1. Create Your Cluster

  • Log in to your DigitalOcean dashboard
  • Navigate to Kubernetes > Create Cluster
  • Choose:
    • Latest stable version
    • Node pool (3x nodes, e.g., 2 vCPUs + 4GB RAM)
    • Region (I used NYC3)
    • Enable auto-upgrades (optional but recommended)

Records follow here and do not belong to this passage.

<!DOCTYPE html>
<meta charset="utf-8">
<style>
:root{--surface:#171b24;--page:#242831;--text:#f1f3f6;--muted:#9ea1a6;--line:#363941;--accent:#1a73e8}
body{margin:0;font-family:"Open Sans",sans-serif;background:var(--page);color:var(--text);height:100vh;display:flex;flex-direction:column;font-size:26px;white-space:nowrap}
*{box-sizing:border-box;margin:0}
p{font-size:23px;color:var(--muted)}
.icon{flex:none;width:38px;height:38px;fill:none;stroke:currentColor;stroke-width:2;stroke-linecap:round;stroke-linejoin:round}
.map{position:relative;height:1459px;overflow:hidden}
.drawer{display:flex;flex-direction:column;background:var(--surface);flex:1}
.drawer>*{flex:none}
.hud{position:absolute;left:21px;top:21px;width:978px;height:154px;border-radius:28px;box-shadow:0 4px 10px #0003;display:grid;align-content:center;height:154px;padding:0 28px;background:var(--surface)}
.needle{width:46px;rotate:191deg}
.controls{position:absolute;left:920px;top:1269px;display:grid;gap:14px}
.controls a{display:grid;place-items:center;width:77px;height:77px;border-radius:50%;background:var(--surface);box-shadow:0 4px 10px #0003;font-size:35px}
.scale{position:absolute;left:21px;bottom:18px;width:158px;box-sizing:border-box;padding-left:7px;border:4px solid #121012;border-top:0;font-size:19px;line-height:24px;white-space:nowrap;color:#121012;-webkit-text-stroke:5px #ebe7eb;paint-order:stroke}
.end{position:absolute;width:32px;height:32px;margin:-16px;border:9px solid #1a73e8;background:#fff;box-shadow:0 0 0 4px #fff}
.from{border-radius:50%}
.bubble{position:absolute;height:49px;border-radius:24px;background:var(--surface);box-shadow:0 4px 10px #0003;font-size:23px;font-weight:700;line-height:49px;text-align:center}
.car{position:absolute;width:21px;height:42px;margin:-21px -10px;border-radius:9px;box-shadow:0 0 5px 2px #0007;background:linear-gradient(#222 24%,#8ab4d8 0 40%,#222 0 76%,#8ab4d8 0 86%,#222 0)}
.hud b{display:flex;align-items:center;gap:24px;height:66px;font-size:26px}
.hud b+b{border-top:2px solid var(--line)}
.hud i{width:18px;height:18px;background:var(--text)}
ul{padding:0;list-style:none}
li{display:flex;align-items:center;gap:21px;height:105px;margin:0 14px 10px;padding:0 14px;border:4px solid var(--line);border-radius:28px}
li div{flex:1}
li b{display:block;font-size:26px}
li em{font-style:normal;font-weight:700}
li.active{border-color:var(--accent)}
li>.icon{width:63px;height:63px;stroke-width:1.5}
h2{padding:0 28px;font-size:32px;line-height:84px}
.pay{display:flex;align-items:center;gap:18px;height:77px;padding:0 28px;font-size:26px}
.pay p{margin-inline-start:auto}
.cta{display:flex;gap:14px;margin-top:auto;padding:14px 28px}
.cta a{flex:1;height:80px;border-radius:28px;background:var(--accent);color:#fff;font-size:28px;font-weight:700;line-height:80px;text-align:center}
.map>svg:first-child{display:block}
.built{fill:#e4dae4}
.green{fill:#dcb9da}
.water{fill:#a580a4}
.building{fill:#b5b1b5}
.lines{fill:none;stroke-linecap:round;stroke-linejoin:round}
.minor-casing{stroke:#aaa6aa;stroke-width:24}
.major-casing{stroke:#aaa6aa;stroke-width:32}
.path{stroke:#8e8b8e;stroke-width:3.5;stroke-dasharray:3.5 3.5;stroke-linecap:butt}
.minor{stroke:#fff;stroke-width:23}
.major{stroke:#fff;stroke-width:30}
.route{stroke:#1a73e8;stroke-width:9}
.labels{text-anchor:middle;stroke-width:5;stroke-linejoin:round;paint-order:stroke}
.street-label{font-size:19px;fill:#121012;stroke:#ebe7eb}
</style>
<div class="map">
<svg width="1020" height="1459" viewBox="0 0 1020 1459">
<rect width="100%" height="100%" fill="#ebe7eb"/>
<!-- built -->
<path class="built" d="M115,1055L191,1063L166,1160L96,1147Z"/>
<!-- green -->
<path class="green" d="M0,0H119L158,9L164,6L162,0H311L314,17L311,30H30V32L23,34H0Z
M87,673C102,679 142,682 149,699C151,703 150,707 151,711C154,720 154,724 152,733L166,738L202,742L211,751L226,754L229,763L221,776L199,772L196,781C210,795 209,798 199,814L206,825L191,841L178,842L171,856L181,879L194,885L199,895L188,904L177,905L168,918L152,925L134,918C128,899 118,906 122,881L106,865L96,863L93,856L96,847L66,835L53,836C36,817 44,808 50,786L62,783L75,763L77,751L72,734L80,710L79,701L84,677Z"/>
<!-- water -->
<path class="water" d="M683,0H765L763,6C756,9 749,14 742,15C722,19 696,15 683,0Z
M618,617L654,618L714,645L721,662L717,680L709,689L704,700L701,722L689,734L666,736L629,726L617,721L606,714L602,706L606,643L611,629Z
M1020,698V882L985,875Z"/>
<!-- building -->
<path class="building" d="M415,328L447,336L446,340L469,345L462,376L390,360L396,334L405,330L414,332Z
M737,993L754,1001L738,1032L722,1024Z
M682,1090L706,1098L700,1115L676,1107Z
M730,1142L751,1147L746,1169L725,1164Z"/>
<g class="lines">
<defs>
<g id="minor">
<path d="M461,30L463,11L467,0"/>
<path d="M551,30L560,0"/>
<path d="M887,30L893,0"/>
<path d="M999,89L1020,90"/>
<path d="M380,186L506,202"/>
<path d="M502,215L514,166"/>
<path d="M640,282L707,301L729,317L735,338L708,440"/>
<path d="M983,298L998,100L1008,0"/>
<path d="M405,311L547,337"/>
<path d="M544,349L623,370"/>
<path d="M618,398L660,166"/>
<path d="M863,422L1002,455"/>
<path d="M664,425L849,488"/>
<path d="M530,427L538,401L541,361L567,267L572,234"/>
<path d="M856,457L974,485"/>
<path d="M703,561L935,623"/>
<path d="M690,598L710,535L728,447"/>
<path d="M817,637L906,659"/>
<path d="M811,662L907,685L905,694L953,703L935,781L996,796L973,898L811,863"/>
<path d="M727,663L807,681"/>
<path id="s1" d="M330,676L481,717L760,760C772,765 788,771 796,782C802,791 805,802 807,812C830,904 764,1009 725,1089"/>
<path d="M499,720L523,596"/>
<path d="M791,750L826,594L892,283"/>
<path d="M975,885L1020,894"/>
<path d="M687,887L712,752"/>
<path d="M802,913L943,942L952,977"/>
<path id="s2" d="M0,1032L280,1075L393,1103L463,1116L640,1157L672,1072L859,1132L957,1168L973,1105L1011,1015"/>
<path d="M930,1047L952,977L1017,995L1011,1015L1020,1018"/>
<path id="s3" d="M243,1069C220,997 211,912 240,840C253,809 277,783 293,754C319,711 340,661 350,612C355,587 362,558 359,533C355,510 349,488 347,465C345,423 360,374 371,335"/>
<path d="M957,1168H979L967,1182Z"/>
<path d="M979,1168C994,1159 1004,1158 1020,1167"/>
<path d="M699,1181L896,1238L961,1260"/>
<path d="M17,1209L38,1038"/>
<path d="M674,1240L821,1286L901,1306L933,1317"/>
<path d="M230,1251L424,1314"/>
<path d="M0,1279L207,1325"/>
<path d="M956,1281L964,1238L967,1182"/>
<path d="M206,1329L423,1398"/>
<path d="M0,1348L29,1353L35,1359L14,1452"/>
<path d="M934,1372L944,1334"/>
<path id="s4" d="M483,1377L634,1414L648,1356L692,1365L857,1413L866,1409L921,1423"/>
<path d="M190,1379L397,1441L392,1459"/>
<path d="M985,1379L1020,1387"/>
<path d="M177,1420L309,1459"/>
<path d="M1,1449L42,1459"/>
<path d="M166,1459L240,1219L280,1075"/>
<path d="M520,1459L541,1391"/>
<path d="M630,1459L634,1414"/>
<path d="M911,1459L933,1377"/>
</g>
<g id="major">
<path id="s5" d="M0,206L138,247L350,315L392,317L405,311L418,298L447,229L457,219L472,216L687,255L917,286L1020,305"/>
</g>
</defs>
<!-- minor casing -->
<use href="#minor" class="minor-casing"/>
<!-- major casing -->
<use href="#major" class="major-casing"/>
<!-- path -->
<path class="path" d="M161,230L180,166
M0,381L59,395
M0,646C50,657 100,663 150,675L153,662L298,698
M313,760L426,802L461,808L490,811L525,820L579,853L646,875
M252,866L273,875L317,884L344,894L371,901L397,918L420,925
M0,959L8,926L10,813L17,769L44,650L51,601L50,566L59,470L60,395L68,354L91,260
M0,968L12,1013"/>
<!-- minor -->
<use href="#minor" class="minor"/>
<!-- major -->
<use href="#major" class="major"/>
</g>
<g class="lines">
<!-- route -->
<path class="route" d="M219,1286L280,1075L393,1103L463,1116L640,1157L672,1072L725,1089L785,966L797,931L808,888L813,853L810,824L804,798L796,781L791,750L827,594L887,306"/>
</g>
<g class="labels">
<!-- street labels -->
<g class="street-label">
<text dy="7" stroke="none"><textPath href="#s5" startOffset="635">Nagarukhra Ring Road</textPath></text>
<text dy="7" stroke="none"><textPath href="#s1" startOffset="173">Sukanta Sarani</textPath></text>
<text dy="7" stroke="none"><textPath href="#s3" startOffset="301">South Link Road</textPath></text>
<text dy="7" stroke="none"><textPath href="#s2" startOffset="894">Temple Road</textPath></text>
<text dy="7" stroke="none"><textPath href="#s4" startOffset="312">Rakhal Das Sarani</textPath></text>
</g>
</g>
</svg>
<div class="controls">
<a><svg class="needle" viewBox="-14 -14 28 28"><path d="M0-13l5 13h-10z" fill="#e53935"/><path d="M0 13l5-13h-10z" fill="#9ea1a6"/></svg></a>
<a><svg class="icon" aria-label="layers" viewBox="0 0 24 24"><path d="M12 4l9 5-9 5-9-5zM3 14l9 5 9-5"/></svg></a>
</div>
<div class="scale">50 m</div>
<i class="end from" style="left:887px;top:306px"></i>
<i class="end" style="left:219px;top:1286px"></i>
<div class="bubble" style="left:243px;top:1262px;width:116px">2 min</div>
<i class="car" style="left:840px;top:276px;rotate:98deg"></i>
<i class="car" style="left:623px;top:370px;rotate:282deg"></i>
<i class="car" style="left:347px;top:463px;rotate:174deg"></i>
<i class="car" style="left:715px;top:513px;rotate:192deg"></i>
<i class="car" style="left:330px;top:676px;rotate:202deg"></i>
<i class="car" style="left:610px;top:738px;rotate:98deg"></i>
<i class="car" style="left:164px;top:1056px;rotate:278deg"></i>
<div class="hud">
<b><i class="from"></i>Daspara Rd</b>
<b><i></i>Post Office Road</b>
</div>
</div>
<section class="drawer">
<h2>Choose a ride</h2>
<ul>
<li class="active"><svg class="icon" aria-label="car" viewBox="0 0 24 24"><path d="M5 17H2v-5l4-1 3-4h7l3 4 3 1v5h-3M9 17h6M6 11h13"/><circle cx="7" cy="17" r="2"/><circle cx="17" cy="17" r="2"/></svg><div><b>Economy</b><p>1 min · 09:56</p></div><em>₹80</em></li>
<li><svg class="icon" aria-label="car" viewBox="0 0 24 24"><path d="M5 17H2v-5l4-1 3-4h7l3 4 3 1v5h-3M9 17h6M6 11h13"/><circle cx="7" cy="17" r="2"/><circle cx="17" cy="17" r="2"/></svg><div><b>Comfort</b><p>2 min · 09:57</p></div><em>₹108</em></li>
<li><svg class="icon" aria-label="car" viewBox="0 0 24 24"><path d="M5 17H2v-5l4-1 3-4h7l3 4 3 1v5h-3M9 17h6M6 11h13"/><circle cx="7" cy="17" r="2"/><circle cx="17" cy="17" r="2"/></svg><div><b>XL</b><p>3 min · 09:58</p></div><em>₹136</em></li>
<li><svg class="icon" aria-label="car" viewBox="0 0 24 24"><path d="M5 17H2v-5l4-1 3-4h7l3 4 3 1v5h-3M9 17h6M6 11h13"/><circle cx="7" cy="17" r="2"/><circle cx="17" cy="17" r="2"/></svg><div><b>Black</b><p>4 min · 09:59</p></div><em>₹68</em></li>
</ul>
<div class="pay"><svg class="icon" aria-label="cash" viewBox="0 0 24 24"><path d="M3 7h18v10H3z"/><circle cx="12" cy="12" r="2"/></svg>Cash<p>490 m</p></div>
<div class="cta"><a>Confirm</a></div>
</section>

2. Install and Configure doctl

[!NOTE] Brew is mac native, please refer to DigitalOcean’s doctl installation for other platforms.

brew install doctl

Authenticate your DigitalOcean account

doctl auth init

3. Get Your Kubeconfig

[!NOTE] For kubectl installation, please refer to the official kubernetes docs

To authenticate kubectl with your new cluster, run:

doctl kubernetes cluster kubeconfig save <your-cluster-name>

4. Verify Access to the Cluster

Now test your connection to the cluster:

kubectl get nodes

Here is an example from my lab.

> kubectl get nodes
NAME                   STATUS   ROLES    AGE     VERSION
pool-42jzkx9cx-6s71k   Ready    <none>   3m34s   v1.32.2

[!NOTE] 💡 Pro tip: Use kubectl config get-contexts to see your active cluster.

🧠 What I Learned in the Crawl Phase

  • Kubeconfig access is step zero for everything that follows.
  • Managed K8s saves time — don’t overcomplicate the start.
  • doctl makes cluster management smooth and scriptable.

This is your launchpad — don’t stress about perfection yet.